ALMAS will set a landmark in the domain by :

  • documenting the languages through fieldwork and create an open-access database, thus contributing to the protection and preservation of the world’s cultural heritage.
  • analyzing the data in order to reach an adequate understanding of the languages’ structures.
  • reevaluating the relationships between the languages (phylogenetic relatedness and/or language contact).
 1/10/2013-30/9/2017 : OmanSaM, Les langues sudarabiques modernes en Oman, ANR-13-BSH2-0001 Blanc

Partenaires : UMR7110 LLF puis UMR6310 LLING, USR3141 CEFAS, UMR7018 LPP

Le projet est consacré au mehri d’Oman et au jibbali, langues sudarabiques modernes (SaM, famille sémitique), parlées en Oman. Deux raisons le motivent : i) ces langues sont en danger : minoritaires, sans statut officiel, sous la pression de l’arabe, ii) elles sont sous-étudiées et, de ce fait, minorées en sémitique.

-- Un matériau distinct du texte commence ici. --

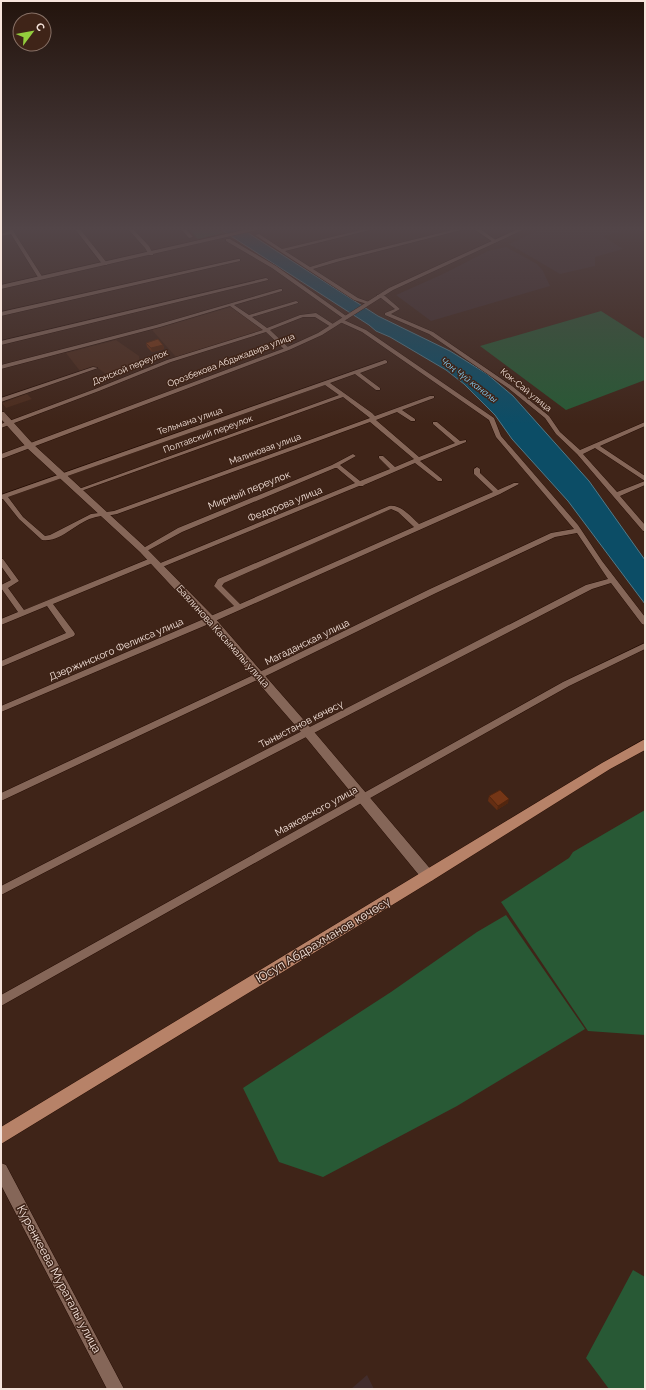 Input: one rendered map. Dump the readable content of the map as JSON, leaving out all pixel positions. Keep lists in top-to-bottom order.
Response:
{
  "streets": {
    "main road": ["Баялинова Касымалы улица", "Юсуп Абдрахманов көчөсү"],
    "street": [
      "Орозбекова Абдыкадыра улица",
      "Донской переулок",
      "Кок-Сай улица",
      "Тельмана улица",
      "Полтавский переулок",
      "Малиновая улица",
      "Мирный переулок",
      "Федорова улица",
      "Магаданская улица",
      "Дзержинского Феликса улица",
      "Тыныстанов көчөсү",
      "Маяковского улица",
      "Куренкеева Мураталы улица"
    ]
  },
  "crossings": [
    ["Орозбекова Абдыкадыра улица", "Донской переулок"],
    ["Орозбекова Абдыкадыра улица", "Кок-Сай улица"],
    ["Орозбекова Абдыкадыра улица", "Баялинова Касымалы улица"],
    ["Донской переулок", "Баялинова Касымалы улица"],
    ["Тельмана улица", "Малиновая улица"],
    ["Тельмана улица", "Баялинова Касымалы улица"],
    ["Полтавский переулок", "Баялинова Касымалы улица"],
    ["Малиновая улица", "Баялинова Касымалы улица"],
    ["Мирный переулок", "Баялинова Касымалы улица"],
    ["Федорова улица", "Баялинова Касымалы улица"],
    ["Баялинова Касымалы улица", "Магаданская улица"],
    ["Баялинова Касымалы улица", "Дзержинского Феликса улица"],
    ["Баялинова Касымалы улица", "Тыныстанов көчөсү"],
    ["Баялинова Касымалы улица", "Маяковского улица"],
    ["Баялинова Касымалы улица", "Юсуп Абдрахманов көчөсү"]
  ],
  "water": ["Чоң Чүй каналы"],
  "north": "top right"
} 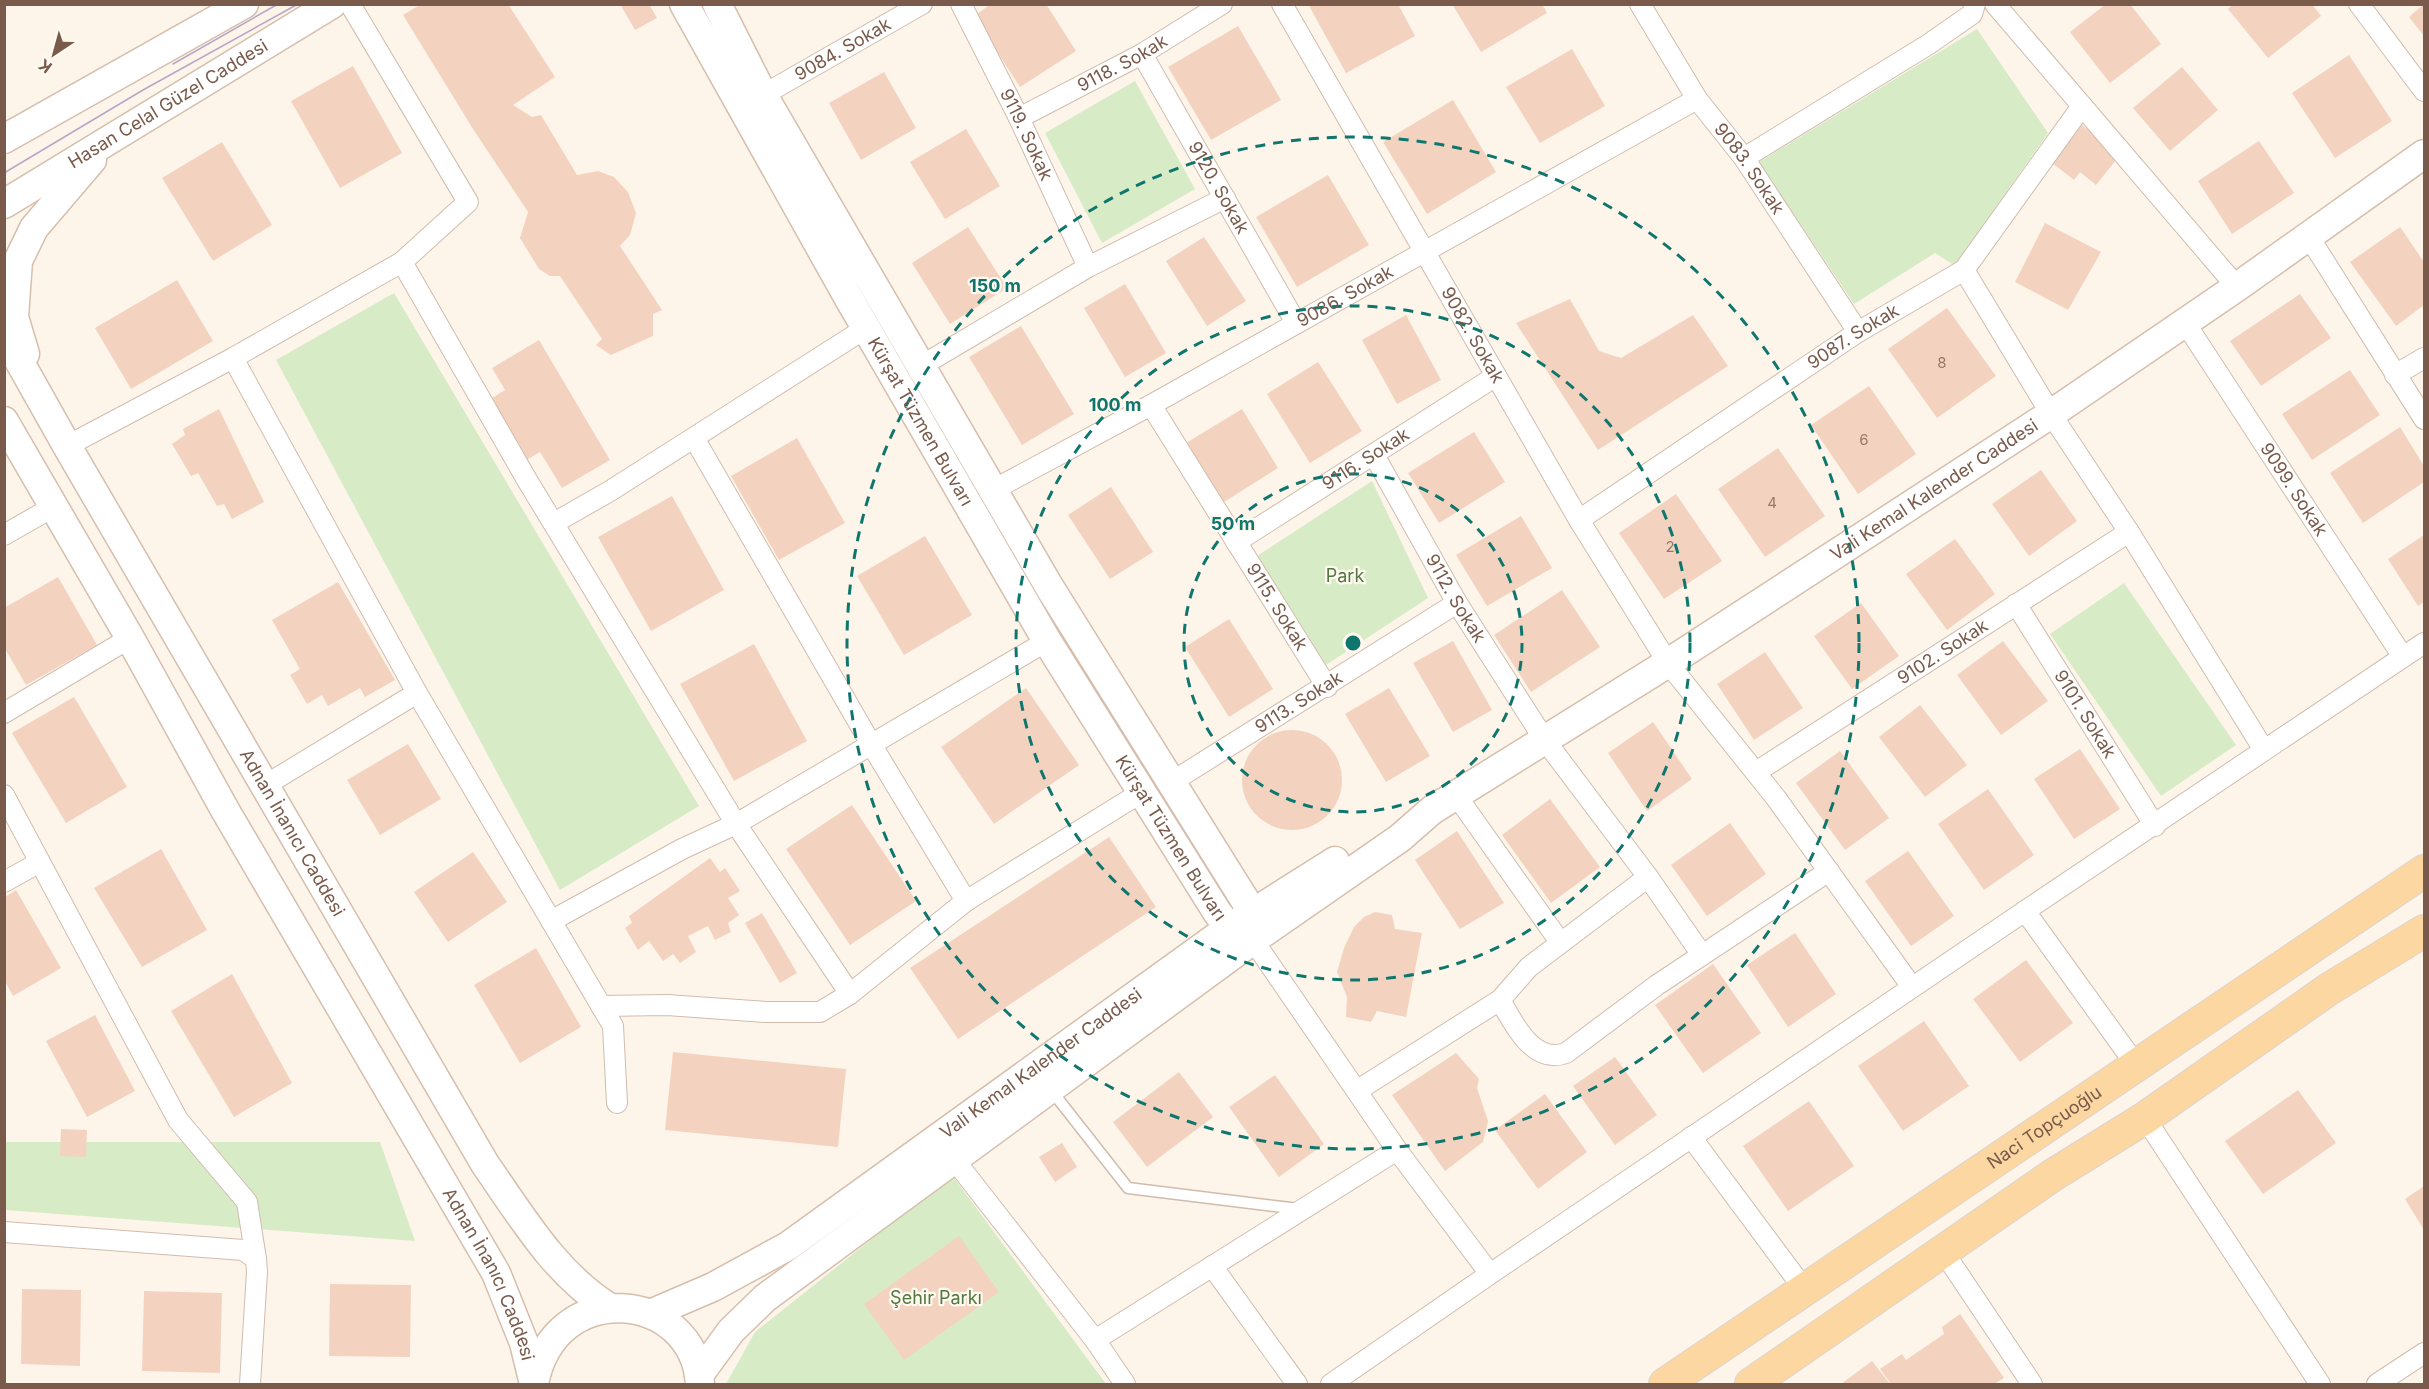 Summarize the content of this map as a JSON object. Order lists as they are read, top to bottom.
{
  "streets": {
    "main road": ["Naci Topçuoğlu"],
    "street": [
      "9084. Sokak",
      "9118. Sokak",
      "Hasan Celal Güzel Caddesi",
      "9119. Sokak",
      "9083. Sokak",
      "9120. Sokak",
      "9086. Sokak",
      "9082. Sokak",
      "9087. Sokak",
      "Kürşat Tüzmen Bulvarı",
      "9116. Sokak",
      "9099. Sokak",
      "Vali Kemal Kalender Caddesi",
      "9112. Sokak",
      "9115. Sokak",
      "9102. Sokak",
      "9113. Sokak",
      "9101. Sokak",
      "Adnan İnanıcı Caddesi"
    ]
  },
  "crossings": [
    ["9084. Sokak", "Kürşat Tüzmen Bulvarı"],
    ["9118. Sokak", "9119. Sokak"],
    ["9118. Sokak", "9120. Sokak"],
    ["9083. Sokak", "9086. Sokak"],
    ["9083. Sokak", "9087. Sokak"],
    ["9120. Sokak", "9086. Sokak"],
    ["9086. Sokak", "9082. Sokak"],
    ["9086. Sokak", "Kürşat Tüzmen Bulvarı"],
    ["9086. Sokak", "9115. Sokak"],
    ["9082. Sokak", "9087. Sokak"],
    ["9082. Sokak", "9116. Sokak"],
    ["9082. Sokak", "Vali Kemal Kalender Caddesi"],
    ["9082. Sokak", "9102. Sokak"],
    ["Kürşat Tüzmen Bulvarı", "Vali Kemal Kalender Caddesi"],
    ["Kürşat Tüzmen Bulvarı", "9113. Sokak"],
    ["9116. Sokak", "9112. Sokak"],
    ["9116. Sokak", "9115. Sokak"],
    ["9099. Sokak", "Vali Kemal Kalender Caddesi"],
    ["Vali Kemal Kalender Caddesi", "9112. Sokak"],
    ["9112. Sokak", "9113. Sokak"],
    ["9115. Sokak", "9113. Sokak"],
    ["9102. Sokak", "9101. Sokak"]
  ],
  "parks": ["Park", "Şehir Parkı"],
  "house_numbers": [
    "8",
    "6",
    "4",
    "2"
  ],
  "north": "bottom left",
  "rings": ["150 m", "100 m", "50 m"]
}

Le projet a deux objectifs : 1. Documentation : actualisation et accroissement des données disponibles en mehri d’Oman et jibbali ; constitution de corpus électroniques systématiques, qui seront stockés, archivés et mis à la disposition des chercheurs ; 2. Analyse linguistique, centrée sur quatre points : phonétique / phonologie du larynx ; structure morphologique du système verbal ; détermination et modification du nom ; dialectologie, comparatisme.

Plus d’informations sur le site du projet : http://omansam.huma-num.fr/

Réseaux de recherche récents

Equipe de recherche sur les langues de la Corne de l'Afrique : ERLLAD

L’objectif de ce groupe de recherche est double. Il s’agit d’une part de proposer une description linguistique adéquate des langues parlées dans la Corne de l’Afrique, dont principalement le somali et l’afar, et d’autre part d’aborder des questions d’intérêt théorique général en phonétique, phonologie, morphologie et morphosyntaxe. Une des préoccupations de l’équipe concerne également la typologie et le contact des langues en raison de la situation sociolinguistique de Djibouti. La méthode adoptée repose sur une base empirique forte. Elle se fonde sur des corpus aussi larges que possible, voire exhaustifs, grâce au dépouillement systématique de la littérature et au recueil de données originales auprès de locuteurs natifs, sur le terrain à Djibouti ainsi qu’en France et dans d’autres pays européens. Les données collectées sont observées dans un cadre théorique cohérent, celui de la grammaire générative, et plus spécifiquement, selon les domaines abordés, dans les modèles CVCV, le programme minimaliste etc.